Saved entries
......

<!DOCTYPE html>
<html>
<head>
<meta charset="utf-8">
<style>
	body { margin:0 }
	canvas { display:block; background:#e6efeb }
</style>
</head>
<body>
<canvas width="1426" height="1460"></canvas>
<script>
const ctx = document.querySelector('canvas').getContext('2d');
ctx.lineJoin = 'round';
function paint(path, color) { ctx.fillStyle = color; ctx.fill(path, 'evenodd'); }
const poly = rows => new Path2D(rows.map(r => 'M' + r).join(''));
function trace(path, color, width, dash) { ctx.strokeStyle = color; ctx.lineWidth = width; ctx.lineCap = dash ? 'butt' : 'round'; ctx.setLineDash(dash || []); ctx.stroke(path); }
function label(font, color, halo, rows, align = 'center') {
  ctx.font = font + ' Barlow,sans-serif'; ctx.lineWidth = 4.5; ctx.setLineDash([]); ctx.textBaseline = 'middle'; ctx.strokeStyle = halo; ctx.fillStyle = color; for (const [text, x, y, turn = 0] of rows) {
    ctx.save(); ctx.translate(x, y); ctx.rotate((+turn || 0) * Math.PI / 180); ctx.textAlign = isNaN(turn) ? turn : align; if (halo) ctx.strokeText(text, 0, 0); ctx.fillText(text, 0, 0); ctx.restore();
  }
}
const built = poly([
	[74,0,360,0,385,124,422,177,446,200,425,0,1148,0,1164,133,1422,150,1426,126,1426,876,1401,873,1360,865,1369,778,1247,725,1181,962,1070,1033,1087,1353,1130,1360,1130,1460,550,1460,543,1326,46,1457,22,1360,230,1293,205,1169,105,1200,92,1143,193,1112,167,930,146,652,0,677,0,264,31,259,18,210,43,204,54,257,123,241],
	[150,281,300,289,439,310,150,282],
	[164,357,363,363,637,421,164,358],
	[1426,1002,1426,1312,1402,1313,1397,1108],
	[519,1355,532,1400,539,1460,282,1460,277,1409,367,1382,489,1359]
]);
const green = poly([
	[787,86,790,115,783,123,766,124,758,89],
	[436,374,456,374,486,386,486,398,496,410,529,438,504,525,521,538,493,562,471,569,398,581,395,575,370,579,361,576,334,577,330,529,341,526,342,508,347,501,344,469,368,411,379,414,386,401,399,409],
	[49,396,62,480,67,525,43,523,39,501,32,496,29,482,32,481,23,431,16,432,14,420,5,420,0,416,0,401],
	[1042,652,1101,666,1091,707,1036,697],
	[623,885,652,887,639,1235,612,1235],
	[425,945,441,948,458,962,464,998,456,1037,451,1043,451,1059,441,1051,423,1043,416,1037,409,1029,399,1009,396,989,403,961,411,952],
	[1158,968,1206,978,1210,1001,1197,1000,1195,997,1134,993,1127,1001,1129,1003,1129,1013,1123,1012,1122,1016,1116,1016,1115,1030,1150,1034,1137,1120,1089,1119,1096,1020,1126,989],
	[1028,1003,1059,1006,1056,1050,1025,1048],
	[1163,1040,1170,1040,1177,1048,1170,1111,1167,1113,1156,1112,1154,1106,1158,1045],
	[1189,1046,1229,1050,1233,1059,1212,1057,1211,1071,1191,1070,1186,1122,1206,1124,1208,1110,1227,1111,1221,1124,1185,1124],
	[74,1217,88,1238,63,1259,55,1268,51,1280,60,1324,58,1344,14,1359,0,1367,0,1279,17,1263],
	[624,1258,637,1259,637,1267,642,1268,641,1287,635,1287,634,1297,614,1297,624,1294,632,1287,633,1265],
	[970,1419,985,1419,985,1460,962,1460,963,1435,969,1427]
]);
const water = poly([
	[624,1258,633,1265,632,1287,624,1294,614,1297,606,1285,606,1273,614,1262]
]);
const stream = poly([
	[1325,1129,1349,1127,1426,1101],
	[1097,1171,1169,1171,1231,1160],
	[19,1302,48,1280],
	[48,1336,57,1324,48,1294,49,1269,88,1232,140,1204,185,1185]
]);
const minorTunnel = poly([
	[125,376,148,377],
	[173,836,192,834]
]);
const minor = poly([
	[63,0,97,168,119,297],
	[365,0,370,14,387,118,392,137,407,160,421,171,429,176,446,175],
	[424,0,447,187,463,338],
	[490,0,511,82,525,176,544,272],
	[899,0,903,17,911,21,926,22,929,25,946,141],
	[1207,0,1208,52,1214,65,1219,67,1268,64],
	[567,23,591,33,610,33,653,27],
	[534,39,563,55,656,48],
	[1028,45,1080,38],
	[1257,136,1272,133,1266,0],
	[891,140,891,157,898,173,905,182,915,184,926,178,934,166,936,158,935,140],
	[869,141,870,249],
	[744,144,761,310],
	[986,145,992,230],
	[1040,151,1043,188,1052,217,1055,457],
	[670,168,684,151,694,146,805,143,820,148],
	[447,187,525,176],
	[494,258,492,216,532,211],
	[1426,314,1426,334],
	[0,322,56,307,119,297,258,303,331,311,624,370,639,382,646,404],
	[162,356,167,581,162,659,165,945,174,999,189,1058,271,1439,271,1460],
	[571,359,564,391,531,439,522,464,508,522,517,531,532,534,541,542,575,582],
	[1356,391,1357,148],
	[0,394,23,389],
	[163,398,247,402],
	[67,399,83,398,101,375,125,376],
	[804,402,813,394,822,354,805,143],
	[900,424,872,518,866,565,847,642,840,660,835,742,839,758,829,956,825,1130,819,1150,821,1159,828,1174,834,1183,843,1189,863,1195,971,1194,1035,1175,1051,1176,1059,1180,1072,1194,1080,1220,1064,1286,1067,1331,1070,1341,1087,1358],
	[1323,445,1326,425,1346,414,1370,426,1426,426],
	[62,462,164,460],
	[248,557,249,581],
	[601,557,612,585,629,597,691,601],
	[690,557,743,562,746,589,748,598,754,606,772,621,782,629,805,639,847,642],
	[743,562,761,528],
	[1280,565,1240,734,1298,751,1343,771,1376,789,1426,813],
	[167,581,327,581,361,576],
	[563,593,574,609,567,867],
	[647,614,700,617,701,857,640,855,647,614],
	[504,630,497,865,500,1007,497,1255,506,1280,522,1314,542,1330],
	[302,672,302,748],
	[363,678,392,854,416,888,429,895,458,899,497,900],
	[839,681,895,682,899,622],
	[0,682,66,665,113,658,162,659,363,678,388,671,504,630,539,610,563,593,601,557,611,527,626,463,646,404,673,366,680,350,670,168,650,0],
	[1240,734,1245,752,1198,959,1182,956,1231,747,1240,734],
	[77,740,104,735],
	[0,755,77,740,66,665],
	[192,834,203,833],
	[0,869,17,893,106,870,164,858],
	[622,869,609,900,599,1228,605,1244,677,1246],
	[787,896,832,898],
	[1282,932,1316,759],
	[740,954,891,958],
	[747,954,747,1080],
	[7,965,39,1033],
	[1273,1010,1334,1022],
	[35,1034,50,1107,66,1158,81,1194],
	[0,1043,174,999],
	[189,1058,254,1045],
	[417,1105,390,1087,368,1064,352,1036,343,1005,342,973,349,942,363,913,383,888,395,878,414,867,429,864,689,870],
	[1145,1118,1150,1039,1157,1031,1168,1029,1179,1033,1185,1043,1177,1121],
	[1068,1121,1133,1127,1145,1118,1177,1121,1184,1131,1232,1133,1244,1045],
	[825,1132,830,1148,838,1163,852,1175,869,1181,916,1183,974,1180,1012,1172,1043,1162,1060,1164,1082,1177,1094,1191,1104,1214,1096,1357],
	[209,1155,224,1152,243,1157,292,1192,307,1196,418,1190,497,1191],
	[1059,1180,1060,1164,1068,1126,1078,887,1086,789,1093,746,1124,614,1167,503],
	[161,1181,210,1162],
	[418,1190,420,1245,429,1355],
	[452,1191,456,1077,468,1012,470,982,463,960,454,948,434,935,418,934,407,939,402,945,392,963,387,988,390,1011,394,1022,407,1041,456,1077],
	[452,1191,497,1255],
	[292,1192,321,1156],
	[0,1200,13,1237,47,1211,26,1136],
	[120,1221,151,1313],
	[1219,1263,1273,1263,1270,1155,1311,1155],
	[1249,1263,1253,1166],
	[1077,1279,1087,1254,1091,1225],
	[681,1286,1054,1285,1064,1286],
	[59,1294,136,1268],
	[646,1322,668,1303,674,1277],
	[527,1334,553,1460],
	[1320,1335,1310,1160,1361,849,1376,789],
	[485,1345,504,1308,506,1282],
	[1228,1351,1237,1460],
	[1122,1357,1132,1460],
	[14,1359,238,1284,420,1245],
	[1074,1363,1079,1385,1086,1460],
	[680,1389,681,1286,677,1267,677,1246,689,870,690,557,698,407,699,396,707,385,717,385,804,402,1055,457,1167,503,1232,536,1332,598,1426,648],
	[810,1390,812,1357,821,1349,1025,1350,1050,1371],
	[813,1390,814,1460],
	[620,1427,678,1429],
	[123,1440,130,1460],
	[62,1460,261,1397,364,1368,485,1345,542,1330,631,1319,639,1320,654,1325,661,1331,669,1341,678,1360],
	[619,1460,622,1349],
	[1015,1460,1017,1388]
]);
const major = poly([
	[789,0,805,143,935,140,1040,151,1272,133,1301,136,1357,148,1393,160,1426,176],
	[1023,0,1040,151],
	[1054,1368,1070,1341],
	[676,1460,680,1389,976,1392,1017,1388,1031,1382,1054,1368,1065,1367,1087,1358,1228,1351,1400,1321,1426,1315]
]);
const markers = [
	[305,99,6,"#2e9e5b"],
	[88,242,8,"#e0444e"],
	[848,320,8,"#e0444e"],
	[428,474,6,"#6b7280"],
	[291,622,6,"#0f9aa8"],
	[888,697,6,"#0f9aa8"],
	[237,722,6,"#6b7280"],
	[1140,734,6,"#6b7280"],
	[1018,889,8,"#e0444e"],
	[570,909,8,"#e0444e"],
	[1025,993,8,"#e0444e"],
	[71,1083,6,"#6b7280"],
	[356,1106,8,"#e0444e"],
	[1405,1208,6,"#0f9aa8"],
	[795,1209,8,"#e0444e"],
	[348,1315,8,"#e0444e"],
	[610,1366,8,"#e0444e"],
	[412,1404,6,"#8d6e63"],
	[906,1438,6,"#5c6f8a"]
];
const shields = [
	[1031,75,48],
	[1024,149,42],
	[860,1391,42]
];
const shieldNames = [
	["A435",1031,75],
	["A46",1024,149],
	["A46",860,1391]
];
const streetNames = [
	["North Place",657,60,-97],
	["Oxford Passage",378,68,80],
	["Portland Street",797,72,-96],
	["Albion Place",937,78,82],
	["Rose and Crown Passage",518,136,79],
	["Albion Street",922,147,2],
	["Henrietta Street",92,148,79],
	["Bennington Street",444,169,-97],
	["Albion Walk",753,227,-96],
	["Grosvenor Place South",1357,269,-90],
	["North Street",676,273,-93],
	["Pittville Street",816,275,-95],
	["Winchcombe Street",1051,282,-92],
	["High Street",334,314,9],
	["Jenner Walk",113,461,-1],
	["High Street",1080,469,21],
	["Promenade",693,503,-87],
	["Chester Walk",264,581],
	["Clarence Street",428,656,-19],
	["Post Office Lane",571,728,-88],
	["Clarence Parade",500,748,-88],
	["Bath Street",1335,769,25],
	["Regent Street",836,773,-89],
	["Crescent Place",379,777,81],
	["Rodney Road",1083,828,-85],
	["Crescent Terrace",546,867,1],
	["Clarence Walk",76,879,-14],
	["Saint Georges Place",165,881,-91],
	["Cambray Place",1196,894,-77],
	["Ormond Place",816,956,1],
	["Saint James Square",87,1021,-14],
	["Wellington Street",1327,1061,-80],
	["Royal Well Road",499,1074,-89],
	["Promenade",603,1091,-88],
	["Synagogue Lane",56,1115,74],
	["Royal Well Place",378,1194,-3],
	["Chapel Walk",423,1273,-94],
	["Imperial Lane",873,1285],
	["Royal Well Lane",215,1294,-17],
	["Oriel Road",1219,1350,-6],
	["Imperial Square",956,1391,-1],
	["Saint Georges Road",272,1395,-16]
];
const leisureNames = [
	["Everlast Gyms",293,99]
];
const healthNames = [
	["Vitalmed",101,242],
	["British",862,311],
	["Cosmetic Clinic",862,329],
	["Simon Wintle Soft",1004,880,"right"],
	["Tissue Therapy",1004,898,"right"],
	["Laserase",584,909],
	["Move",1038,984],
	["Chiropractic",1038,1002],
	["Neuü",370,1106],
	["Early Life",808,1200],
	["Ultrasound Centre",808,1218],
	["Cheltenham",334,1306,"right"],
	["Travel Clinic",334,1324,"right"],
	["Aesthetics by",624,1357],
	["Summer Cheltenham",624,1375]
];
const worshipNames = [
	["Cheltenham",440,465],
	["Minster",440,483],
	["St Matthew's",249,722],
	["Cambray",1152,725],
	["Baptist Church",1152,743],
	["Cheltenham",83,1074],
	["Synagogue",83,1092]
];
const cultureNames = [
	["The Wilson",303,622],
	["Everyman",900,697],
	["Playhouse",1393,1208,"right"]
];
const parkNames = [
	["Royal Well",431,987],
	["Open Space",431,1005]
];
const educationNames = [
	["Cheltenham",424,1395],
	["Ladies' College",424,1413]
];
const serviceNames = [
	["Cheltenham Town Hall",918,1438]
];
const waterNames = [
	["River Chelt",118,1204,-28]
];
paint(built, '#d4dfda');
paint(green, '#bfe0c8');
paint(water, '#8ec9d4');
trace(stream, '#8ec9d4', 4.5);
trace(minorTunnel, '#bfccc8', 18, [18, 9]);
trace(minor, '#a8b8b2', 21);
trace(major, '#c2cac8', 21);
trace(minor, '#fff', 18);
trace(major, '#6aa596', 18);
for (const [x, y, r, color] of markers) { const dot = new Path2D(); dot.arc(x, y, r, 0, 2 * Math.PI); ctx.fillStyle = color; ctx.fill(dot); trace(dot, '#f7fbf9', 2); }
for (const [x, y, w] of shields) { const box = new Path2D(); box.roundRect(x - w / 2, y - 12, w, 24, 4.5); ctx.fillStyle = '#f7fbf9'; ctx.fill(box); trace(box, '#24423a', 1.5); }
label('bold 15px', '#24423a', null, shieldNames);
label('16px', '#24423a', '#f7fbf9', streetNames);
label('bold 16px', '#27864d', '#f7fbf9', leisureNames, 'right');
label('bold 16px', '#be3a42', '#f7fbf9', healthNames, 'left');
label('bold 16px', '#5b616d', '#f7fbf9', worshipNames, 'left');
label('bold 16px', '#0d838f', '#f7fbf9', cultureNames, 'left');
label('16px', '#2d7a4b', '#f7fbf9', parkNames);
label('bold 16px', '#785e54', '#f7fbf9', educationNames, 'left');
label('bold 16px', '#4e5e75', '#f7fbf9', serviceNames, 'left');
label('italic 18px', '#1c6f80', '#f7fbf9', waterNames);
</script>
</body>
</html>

......

Please show, exactly as written, every line above that contains the word "font".

function label(font, color, halo, rows, align = 'center') {
  ctx.font = font + ' Barlow,sans-serif'; ctx.lineWidth = 4.5; ctx.setLineDash([]); ctx.textBaseline = 'middle'; ctx.strokeStyle = halo; ctx.fillStyle = color; for (const [text, x, y, turn = 0] of rows) {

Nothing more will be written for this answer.